In a cluster with more than 3 hosts it is advisable to use the host based HA failover but not % based failover. Wherever % based failover is used for the lack of resources to use the host based HA failover admission control should be disabled if you want all of your VMs to be powered on irrespective of the availability of resources.
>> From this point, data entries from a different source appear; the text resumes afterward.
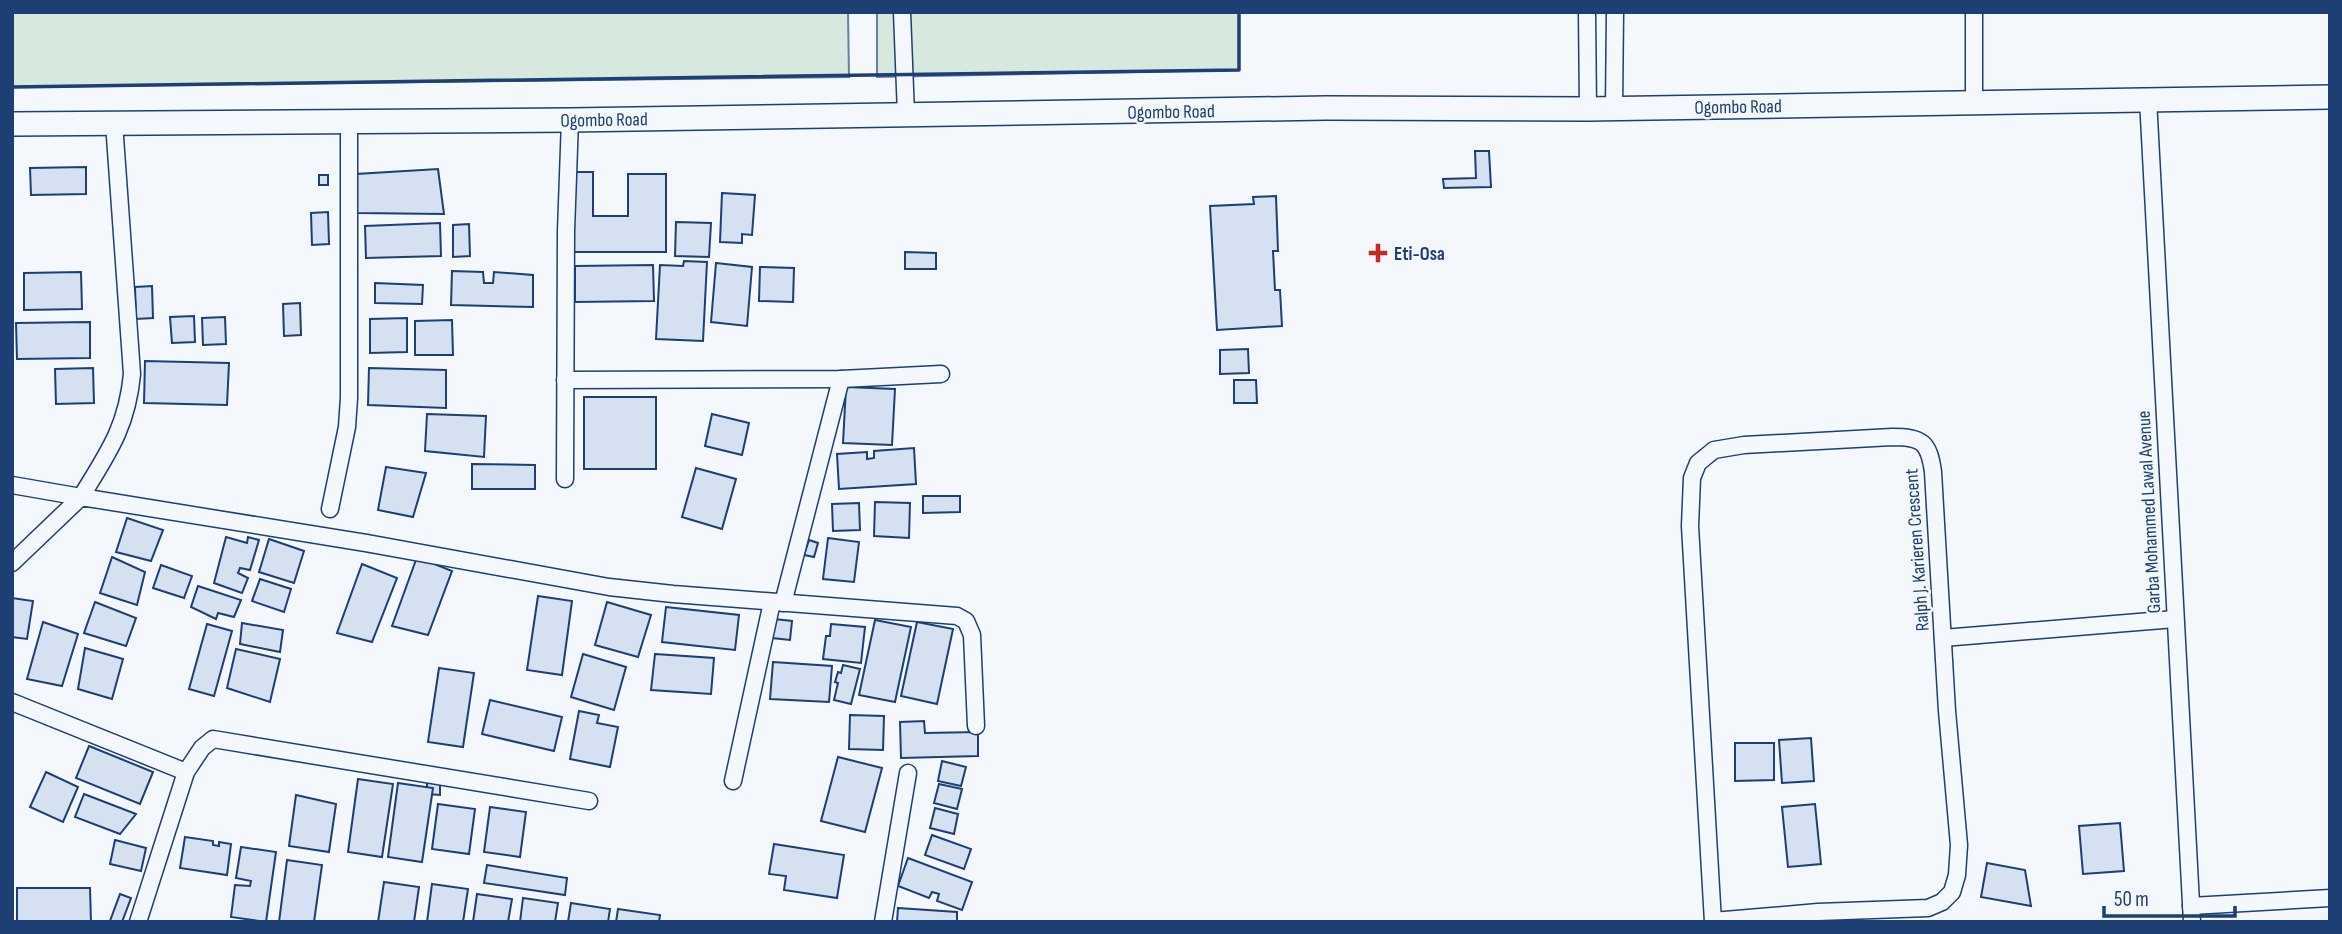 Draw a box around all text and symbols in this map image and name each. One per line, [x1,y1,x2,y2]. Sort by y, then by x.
street label: Ogombo Road [1694,95,1782,120]
street label: Ogombo Road [1127,100,1215,125]
street label: Ogombo Road [560,108,648,133]
marker: Eti-Osa [1368,243,1388,263]
place label: Eti-Osa [1394,243,1445,266]
street label: Garba Mohammed Lawal Avenue [2133,410,2166,614]
street label: Ralph J. Karieren Crescent [1900,468,1935,632]
scale bar [2104,874,2235,918]
text: 50 m [2114,887,2149,912]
Upgrading your storage of VMware ? hold on and read this first

The best practice to remove a lun or datastore should be
1. Make sure no data is being used from the lun/datastore [migrate the running VMs to a storage which is not being upgraded or power off, if there are powered off VMs then remove them from the inventory, make sure no ISO file is mounted to any VM or host]
2.Remove/unpresent it from the host in the VMware or better unpresent these luns in the storage console to the VMware.
3.Right click on the cluster and scan for datastores[if it was presented to multiple hosts outside the cluster then right click on the datacenter and scan for datastores]
Failure to unpresent a lun or datastore properly will result in the freezing of the host sometime in the future when it goes into an endless loop since it is unable to connect to the particular lun or datastore.
suggestions are welcome
Finally VMware has an article now on this now at vmwarekb/2004605

Tuesday, April 3, 2012

Upgrading ESXi 5 to 5 update 1 fails with update manager or esxcli

Issue : the VMware update manager fails to remediate 2 of 3 ESXi 5 hosts with the error “vmware vsphere update manager had an unknown error. check the events and log files for details”
All 3 were of the build 474610 and only one was updated to 623860.
update manager 5.0.08039
What did not work :
http://kb.vmware.com/selfservice/microsites/search.do?language=en_US&cmd=displayKC&externalId=1017377
the user was already in the dbo schema
http://communities.vmware.com/thread/282048
tried to migrate all the VMs off of the host and then do a remediation after staging but it failed too.
http://communities.vmware.com/message/1984212
we can browse the syslogs directory and contents from the shell.
Detached the baselines and reattached them but no go.
Recreated the baselines but no go.
The scanning fails with the same error.
Started downloading the offline bundle for the upgrade and tried to update but it errored out
esxcli software vib update --depot /vmfs/volumes/syslogs/update-from-esxi5.0-5.0_update01.zip
Got no data from process /usr/lib/vmware/esxcli-software vib.install --updateonly   -d "/vmfs/volumes/syslogs/update-from-esxi5.0-5.0_update01.zip"
Resolution : configured the scratch config partition manually and  tried installing patches again. it worked fine.